Do you talk about your other negotiation options, or BATNAs?


Very interesting blog post! Do you have advice for how to respond when the other side mentions their BATNA? Should you immediately respond with yours? How do you affirm your position without sounding threatening? Thought provoking post- I'm glad I follow you on Twitter and found it.

It is a common misperception that disclosing a BATNA necessarily leads to some confrontation. Not so….

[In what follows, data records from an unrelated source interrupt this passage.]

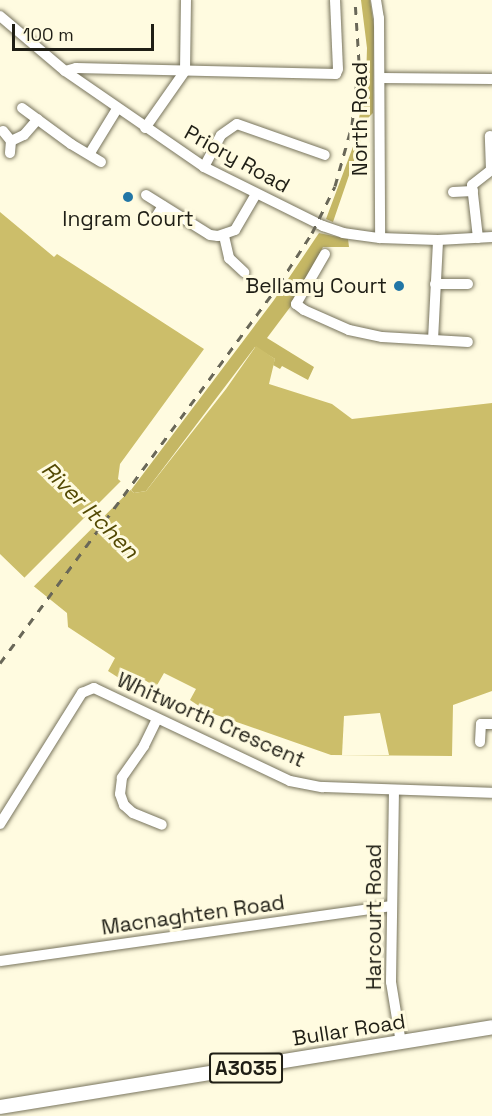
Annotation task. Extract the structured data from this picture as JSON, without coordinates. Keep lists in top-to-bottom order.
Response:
{
  "streets": {
    "main road": ["Bullar Road", "A3035"],
    "street": [
      "North Road",
      "Priory Road",
      "Whitworth Crescent",
      "Macnaghten Road",
      "Harcourt Road"
    ]
  },
  "crossings": [
    ["North Road", "Priory Road"],
    ["Whitworth Crescent", "Harcourt Road"],
    ["Macnaghten Road", "Harcourt Road"],
    ["Harcourt Road", "Bullar Road"]
  ],
  "water": ["River Itchen"],
  "places": ["Ingram Court", "Bellamy Court"],
  "scale_bar": "100 m"
}
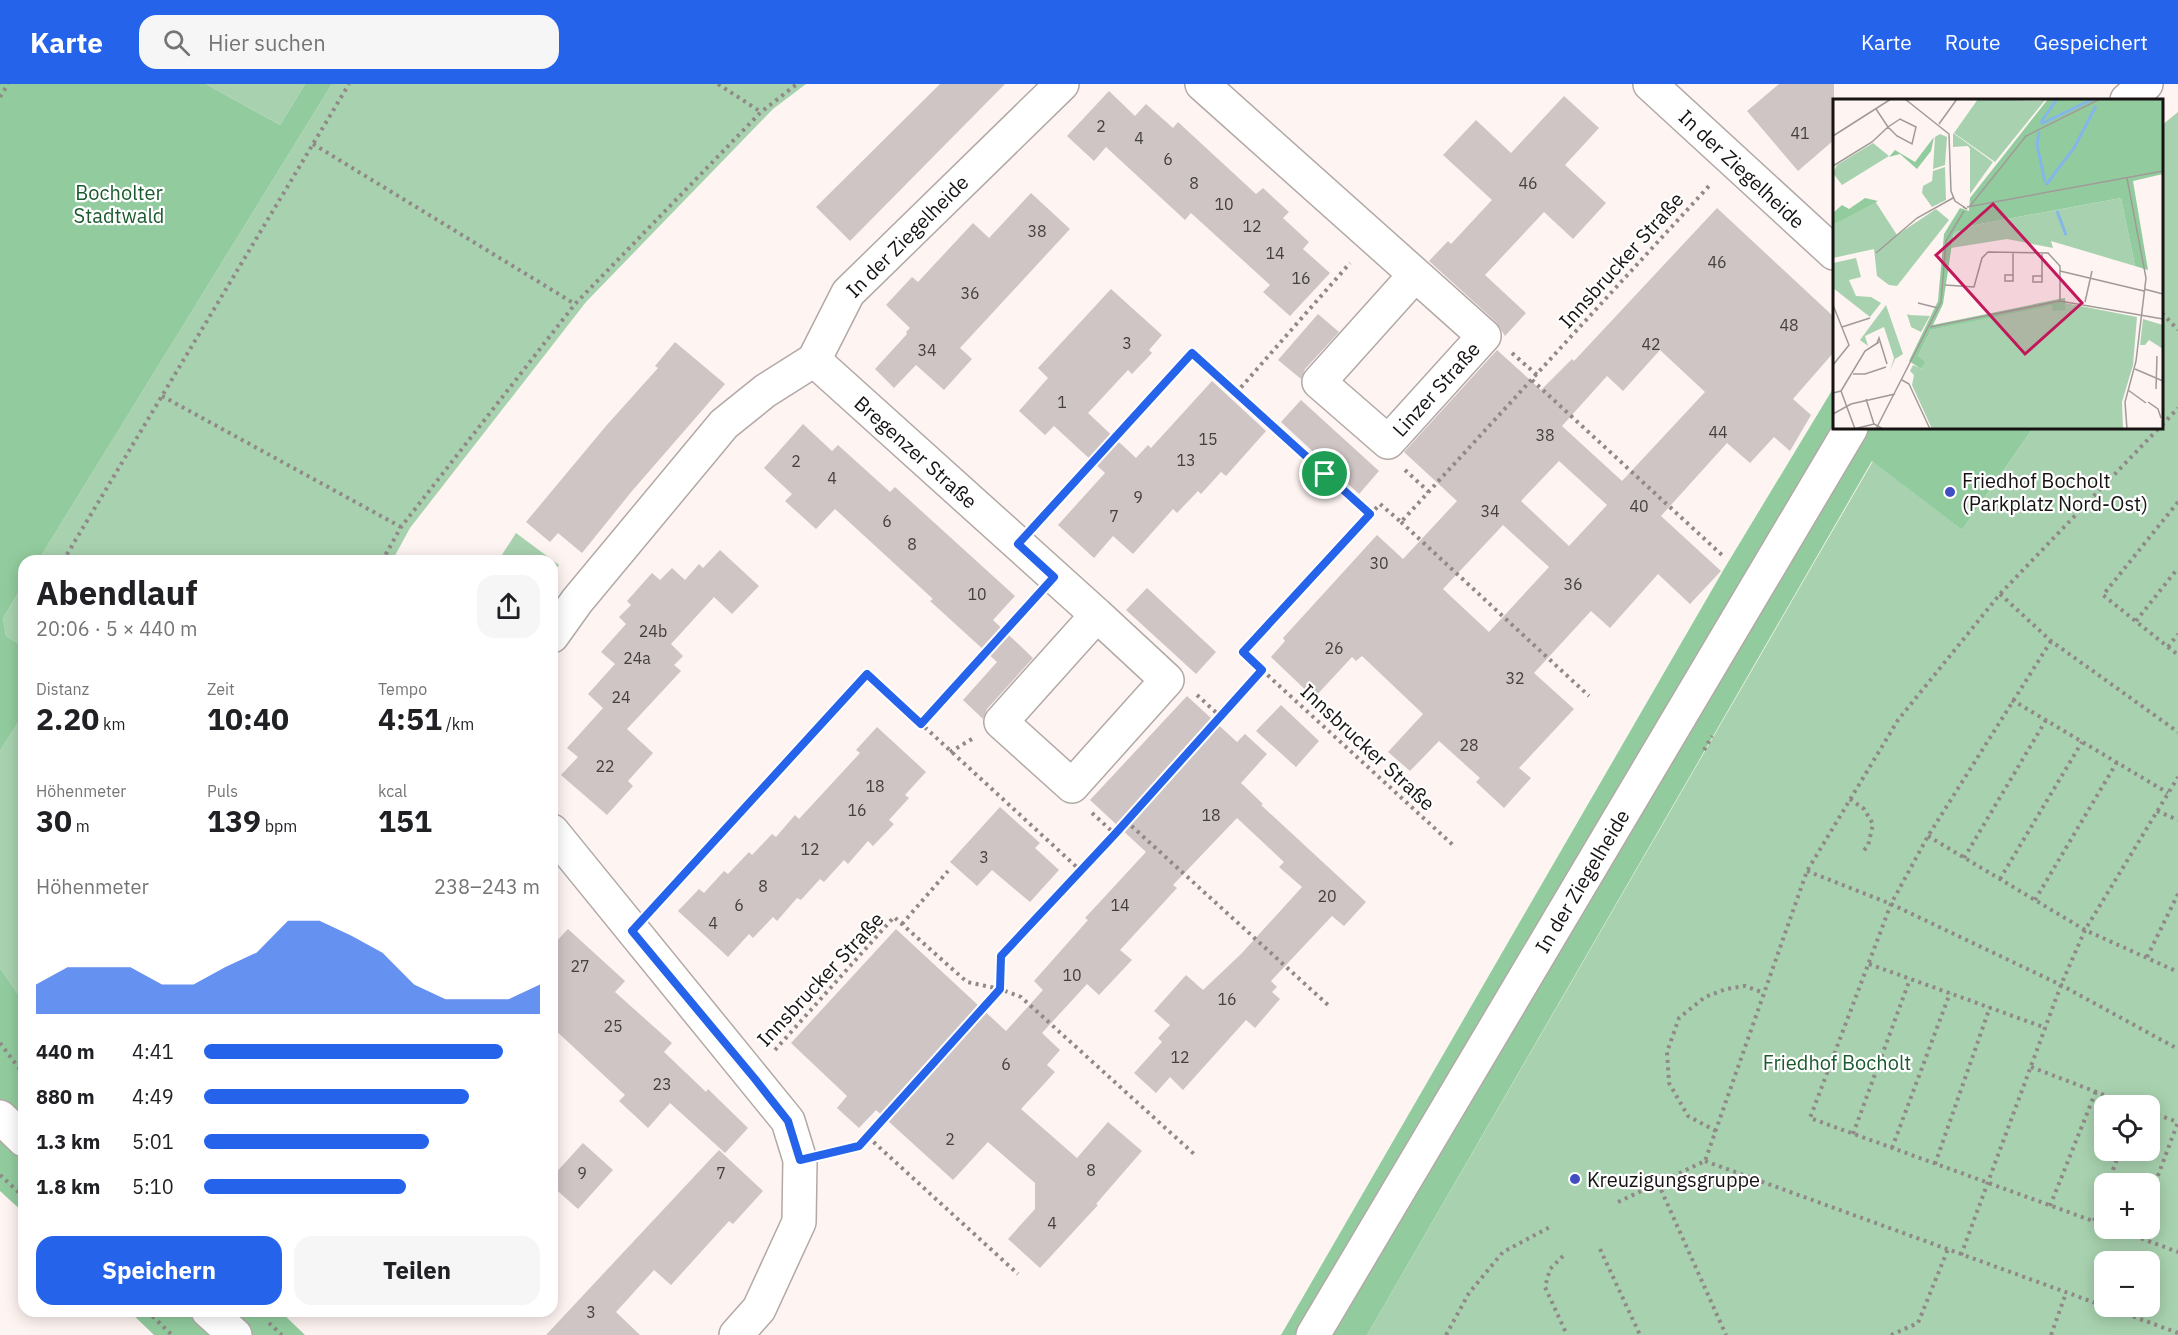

First, when someone hints at or discloses their BATNA, you are thrilled! You want and need to know as much as possible about your counterpart’s BATNA because with that information you can determine how to offer terms more valuable than their BATNA (or find out that their BATNA is much stronger than you thought and reassess your own business and negotiation strategies).
Second, while you want to hint/disclose at some point early in bargaining that you have a BATNA (not necessarily what it is), this is probably the wrong moment to do that. This conversation is about your counterpart’s BATNA; pick your own moment to start a conversation about your BATNA.
Third, the Best Negotiating Practices dictate that when your counterpart hints at or discloses a BATNA, you want to LET THEM TALK. Listen (attentively and with sincere curiosity). Next, Probe (ask open ended questions designed to elicit more information). For example, “Tell me more about that company, their market presence is new to me,” or “I think we can make progress if you can share more about your options.” Direct questions delivered in a non-defensive/non-aggressive tone can be helpful here too: “Who are their other clients/suppliers,” or “Have they put an offer on the table or are you in preliminary discussions.”
Remember, a rational negotiator will take a deal that is better than their BATNA. Now, if your counterpart is irrational or is disclosing their BATNA as a threat, your strategy will include how to manage irrational or intimidating negotiators (a topic to be covered in a future blog), but will still benefit greatly from the one-two punch of listening and probing.